TASK DIRECTIONS:
Transcribe the listing word for word. Begin at its first line and end with the line containing "filter:drop-shadow(0 0 2px".
BEGIN DATA IN THIS EXERCISE
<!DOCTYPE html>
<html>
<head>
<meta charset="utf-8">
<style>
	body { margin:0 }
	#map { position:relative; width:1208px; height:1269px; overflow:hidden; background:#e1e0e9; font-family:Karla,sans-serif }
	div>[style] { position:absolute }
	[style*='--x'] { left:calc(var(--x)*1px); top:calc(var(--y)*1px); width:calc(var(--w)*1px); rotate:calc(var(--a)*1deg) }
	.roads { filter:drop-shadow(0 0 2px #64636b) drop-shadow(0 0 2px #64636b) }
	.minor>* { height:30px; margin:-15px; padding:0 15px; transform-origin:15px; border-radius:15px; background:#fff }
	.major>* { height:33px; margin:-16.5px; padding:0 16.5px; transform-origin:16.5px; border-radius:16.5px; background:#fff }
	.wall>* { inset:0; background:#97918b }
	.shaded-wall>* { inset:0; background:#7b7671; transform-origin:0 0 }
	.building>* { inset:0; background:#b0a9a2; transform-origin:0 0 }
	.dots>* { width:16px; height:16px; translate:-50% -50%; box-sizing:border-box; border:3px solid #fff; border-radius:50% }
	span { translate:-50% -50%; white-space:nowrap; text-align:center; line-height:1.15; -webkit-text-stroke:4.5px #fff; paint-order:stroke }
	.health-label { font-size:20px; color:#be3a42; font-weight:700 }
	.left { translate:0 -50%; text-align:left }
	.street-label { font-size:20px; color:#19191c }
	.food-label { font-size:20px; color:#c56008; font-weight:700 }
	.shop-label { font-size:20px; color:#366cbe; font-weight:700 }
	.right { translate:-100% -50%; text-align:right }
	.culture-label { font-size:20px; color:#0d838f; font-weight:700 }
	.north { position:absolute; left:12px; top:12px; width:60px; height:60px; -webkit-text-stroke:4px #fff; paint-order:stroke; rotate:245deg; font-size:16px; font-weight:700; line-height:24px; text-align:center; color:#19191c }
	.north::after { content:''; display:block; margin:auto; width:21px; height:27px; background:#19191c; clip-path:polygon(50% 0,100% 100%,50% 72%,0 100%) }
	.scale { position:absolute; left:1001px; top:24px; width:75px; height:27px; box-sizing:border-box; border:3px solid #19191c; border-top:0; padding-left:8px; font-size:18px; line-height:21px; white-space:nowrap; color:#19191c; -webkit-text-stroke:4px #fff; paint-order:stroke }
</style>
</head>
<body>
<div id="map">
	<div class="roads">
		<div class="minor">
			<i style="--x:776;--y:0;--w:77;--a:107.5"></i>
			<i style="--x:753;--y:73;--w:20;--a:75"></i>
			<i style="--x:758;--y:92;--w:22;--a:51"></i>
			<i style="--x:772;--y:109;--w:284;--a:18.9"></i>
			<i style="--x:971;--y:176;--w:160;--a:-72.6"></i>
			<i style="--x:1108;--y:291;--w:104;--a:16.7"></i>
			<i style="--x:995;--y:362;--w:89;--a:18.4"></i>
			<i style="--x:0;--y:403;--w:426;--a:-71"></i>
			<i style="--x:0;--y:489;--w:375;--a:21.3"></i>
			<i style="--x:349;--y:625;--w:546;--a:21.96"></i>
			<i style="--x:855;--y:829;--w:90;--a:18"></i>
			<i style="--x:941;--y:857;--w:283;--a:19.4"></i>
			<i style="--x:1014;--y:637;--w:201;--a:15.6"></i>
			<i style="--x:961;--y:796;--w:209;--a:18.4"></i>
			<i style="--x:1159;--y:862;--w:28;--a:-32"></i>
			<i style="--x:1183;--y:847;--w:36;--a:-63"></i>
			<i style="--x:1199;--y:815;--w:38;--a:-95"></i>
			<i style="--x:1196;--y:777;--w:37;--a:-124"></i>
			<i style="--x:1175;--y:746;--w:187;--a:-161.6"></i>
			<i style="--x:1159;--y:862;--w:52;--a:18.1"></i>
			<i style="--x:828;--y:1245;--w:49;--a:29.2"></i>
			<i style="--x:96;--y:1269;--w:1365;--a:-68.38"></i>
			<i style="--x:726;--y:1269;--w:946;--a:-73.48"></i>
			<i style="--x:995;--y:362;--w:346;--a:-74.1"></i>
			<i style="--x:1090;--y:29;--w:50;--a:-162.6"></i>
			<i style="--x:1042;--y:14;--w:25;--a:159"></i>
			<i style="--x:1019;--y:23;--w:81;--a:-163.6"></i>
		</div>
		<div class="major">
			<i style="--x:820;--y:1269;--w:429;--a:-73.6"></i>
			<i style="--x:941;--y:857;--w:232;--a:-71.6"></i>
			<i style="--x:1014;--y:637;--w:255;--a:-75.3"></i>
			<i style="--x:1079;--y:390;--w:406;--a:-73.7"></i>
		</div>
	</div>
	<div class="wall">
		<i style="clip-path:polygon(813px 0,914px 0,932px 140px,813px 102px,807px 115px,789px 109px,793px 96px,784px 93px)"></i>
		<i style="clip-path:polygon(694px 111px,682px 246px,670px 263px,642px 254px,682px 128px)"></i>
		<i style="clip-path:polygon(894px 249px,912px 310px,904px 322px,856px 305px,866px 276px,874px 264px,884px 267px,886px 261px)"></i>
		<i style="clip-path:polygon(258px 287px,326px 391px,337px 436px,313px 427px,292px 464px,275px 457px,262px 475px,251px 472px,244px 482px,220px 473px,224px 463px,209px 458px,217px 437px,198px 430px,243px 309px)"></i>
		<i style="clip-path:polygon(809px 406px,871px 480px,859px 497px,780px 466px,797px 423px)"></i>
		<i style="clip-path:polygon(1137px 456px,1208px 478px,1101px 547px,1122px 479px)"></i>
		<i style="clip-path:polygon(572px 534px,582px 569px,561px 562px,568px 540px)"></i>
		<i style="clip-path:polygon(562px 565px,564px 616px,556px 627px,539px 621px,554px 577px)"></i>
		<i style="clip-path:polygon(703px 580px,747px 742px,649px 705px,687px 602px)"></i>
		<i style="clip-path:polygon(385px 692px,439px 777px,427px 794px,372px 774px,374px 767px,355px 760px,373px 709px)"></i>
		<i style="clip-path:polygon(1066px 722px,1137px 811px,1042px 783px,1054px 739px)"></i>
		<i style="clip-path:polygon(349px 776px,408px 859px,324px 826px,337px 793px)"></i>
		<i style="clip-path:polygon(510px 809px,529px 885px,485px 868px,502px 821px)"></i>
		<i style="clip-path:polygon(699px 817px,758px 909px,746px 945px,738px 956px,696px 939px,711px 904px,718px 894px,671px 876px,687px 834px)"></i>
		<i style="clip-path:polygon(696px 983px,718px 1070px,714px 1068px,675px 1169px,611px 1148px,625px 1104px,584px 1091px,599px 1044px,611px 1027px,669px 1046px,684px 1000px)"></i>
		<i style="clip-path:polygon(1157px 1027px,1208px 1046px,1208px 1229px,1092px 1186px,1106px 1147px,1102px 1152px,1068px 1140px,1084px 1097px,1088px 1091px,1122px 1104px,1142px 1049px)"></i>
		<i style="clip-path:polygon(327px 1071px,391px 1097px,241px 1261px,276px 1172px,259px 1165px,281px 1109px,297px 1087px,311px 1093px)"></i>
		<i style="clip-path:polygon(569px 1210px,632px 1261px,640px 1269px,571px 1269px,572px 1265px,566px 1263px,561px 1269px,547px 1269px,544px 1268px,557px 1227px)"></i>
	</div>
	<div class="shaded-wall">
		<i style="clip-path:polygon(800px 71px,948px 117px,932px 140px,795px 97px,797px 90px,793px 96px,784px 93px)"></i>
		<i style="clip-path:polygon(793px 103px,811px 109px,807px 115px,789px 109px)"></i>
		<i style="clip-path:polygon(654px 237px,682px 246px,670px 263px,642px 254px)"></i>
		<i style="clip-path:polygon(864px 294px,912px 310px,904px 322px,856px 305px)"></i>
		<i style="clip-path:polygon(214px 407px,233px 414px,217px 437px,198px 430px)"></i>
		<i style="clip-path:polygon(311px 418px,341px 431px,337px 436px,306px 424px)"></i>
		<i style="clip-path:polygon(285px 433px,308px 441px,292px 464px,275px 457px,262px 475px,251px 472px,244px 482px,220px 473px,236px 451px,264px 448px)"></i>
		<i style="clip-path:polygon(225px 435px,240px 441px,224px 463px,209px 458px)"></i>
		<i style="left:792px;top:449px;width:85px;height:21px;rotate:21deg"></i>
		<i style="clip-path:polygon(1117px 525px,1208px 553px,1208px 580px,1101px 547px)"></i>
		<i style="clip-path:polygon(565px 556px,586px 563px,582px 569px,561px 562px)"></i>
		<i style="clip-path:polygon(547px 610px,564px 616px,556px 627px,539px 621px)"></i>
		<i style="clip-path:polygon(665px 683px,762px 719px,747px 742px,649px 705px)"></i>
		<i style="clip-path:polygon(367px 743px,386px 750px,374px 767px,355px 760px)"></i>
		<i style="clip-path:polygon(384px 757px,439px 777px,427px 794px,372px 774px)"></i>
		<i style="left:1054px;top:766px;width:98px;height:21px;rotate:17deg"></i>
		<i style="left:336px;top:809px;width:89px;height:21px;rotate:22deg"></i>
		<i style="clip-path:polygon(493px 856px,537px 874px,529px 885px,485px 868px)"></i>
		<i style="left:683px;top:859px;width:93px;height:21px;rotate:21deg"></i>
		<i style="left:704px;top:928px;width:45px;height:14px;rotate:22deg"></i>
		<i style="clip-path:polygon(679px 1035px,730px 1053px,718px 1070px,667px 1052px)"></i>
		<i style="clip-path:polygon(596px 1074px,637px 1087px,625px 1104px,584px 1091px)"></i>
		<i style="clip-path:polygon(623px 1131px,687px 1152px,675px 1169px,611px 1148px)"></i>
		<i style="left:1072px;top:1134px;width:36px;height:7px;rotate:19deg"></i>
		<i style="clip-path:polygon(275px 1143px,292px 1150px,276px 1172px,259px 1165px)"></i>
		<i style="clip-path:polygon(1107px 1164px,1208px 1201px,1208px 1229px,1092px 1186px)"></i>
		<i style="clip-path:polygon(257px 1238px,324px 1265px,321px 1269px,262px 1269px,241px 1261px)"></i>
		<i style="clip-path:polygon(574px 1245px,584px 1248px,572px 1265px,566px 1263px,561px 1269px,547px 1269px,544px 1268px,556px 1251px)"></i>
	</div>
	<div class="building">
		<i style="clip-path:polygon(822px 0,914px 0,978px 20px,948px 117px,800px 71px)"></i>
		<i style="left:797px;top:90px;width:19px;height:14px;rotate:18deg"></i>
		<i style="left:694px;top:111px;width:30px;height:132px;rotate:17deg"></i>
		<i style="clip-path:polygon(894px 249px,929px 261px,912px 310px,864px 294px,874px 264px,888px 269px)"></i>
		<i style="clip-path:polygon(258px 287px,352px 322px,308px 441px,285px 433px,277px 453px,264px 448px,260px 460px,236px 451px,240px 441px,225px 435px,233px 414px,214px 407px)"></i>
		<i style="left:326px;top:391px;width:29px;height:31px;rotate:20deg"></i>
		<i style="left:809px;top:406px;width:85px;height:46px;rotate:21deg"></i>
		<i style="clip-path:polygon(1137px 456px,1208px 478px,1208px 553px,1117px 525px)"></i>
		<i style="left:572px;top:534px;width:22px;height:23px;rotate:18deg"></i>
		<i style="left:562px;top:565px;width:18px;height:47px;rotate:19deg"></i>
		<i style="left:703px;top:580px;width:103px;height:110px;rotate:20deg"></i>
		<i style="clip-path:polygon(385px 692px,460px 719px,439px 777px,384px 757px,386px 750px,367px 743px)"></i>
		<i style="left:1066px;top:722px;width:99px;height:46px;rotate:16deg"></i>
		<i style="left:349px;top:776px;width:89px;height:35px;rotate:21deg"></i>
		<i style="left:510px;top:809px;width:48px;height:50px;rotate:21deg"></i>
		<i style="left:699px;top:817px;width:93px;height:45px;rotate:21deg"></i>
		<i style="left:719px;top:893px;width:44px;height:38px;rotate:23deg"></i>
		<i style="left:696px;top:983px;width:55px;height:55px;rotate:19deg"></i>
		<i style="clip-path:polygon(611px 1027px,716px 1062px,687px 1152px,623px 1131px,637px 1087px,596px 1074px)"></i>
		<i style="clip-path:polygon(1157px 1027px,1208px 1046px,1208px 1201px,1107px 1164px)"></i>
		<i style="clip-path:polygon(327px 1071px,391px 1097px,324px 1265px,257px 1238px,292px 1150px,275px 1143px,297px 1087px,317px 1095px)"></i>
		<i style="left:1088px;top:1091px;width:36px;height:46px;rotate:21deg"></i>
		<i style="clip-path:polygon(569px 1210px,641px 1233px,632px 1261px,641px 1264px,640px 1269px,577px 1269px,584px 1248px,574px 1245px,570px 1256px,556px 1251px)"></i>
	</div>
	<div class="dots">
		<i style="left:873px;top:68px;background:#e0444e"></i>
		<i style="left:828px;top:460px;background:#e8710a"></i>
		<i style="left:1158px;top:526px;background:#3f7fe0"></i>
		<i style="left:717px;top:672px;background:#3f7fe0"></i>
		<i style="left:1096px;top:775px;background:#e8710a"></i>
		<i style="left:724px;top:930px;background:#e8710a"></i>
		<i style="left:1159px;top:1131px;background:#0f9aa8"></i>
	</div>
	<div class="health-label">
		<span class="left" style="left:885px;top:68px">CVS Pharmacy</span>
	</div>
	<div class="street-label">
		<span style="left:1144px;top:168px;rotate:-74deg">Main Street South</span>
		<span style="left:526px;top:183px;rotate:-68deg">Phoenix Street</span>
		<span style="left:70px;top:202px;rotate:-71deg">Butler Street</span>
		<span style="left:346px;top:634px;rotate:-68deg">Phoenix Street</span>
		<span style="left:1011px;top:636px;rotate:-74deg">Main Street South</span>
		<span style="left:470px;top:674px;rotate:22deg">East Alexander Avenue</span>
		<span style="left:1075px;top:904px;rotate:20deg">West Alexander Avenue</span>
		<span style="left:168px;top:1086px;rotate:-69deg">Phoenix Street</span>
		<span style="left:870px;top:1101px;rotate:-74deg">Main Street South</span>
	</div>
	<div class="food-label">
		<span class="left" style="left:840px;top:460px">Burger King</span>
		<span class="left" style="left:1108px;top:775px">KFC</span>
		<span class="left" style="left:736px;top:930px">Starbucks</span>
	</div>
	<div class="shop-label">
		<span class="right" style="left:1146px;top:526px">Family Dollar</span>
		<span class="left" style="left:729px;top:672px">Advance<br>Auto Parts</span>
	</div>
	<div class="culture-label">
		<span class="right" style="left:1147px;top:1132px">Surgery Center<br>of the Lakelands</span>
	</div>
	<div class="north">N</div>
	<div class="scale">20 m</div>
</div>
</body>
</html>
END DATA IN THIS EXERCISE
WRITTEN RESPONSE:
<!DOCTYPE html>
<html>
<head>
<meta charset="utf-8">
<style>
	body { margin:0 }
	#map { position:relative; width:1208px; height:1269px; overflow:hidden; background:#e1e0e9; font-family:Karla,sans-serif }
	div>[style] { position:absolute }
	[style*='--x'] { left:calc(var(--x)*1px); top:calc(var(--y)*1px); width:calc(var(--w)*1px); rotate:calc(var(--a)*1deg) }
	.roads { filter:drop-shadow(0 0 2px #64636b) drop-shadow(0 0 2px #64636b) }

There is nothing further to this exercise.